As you can see, the entire process is pretty simple, yet gives you a ton of control. You can also easily use this technique to show an AJAX progress bar for the upload to your users. The multipart parser also works with non-HTTP requests, just pass it the {boundary: '...'} option into the constructor and use steam.write() to pass it some data to parse. Check out the source of the parser if you're curious how it works internally.

-- Felix Geisendörfer aka the_undefined

 
&nsbp;

You can skip to the end and add a comment.

wirtsi  said on Oct 01, 2009:

Wow, wicked stuff ... just so I get this straight, this runs on the server, right?

So the advantage of this is that you can check for wrong file uploads before the upload is complete. But then on the other hand implementing all these jpg/png format checkers in javascript doesn't look too much fun.

In general the whole concept of developing your webserver in javascript seems a bit odd ... or is the idea to push all this to a client based storage (gears etc) and upload it via ajax in the background?

wirtsi

Felix Geisendörfer said on Oct 01, 2009:

wirtsi: Yes, this runs on the server. Parsing a JPG by hand is no fun, but other stuff like using the first few bytes of a file to check it's mime type can easily be done.

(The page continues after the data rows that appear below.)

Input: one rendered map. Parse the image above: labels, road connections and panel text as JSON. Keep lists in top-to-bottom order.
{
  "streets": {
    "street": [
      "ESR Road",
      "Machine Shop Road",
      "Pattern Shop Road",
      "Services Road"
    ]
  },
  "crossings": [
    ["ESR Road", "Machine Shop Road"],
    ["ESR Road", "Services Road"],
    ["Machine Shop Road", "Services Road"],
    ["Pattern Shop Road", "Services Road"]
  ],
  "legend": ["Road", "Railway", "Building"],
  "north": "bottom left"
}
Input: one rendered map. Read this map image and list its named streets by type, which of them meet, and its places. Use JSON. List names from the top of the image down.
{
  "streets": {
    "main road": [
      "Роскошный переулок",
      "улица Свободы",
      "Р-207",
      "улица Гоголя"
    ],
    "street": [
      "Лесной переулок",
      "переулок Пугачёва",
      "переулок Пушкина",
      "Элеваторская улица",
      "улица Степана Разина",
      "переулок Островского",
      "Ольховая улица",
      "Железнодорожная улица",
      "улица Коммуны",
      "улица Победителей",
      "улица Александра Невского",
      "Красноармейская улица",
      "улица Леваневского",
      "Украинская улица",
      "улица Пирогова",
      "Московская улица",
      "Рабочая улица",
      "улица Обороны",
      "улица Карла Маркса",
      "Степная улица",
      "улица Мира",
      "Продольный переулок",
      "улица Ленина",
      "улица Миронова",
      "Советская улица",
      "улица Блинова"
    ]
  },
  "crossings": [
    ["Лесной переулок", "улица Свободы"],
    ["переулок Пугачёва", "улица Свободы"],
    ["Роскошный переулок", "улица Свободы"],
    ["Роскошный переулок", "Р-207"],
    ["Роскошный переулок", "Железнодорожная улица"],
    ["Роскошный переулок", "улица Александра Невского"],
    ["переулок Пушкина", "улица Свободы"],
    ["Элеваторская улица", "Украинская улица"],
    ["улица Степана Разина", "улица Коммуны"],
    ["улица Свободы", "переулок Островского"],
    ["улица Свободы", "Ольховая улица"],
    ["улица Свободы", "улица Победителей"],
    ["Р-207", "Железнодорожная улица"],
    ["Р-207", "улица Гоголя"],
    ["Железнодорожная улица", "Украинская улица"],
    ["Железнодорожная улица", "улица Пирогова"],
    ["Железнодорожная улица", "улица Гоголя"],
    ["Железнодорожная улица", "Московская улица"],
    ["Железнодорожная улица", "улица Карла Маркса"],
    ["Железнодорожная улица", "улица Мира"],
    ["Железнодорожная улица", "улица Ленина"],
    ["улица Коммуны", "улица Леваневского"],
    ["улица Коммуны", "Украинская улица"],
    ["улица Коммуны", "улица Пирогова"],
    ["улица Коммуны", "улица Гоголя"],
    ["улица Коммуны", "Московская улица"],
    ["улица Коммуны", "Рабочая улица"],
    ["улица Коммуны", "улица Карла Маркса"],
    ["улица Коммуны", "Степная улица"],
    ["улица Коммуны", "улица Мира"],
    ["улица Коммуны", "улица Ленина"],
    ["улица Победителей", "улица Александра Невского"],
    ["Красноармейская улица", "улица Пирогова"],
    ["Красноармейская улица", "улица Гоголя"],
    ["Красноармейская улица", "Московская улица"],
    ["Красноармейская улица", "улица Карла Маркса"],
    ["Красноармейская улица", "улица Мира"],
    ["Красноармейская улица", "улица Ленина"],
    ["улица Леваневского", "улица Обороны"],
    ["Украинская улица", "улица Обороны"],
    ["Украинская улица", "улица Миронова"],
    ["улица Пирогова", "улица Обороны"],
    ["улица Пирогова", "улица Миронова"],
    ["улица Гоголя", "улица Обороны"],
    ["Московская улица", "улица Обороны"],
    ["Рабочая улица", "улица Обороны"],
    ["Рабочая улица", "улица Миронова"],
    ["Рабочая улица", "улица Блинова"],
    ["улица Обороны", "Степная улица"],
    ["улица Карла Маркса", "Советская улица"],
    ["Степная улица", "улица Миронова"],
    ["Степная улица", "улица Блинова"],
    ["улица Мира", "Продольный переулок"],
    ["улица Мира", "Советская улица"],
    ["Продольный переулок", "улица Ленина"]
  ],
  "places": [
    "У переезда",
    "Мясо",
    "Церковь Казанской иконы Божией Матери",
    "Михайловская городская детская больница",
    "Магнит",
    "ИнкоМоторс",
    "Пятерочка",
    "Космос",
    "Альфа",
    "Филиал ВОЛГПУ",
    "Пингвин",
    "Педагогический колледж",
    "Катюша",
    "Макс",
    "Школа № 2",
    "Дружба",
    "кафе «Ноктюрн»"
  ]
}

What's odd about developing a web service in JavaScript? I think it's wonderful as it makes it so much easier to write great AJAX applications with a desktop-like experience!

Wirtsi  said on Oct 02, 2009:

Hey Felix

I still can't quite see the advantage of doing this in js ... apart from the cutting edge geek factor you are missing out on so much cool server stuff you get when using a proper framework (database access, file validation, you name it).

But perhaps I haven't quite grasped it yet ... I suppose the interesting part comes when you connect this code to the client side. Instead of just printing out the progress bar on the server console you'd probably have some sort of event handling system that the client picks up. Does it help that the server speaks the client's native language (js)? And if so, how did you implement the communication between them...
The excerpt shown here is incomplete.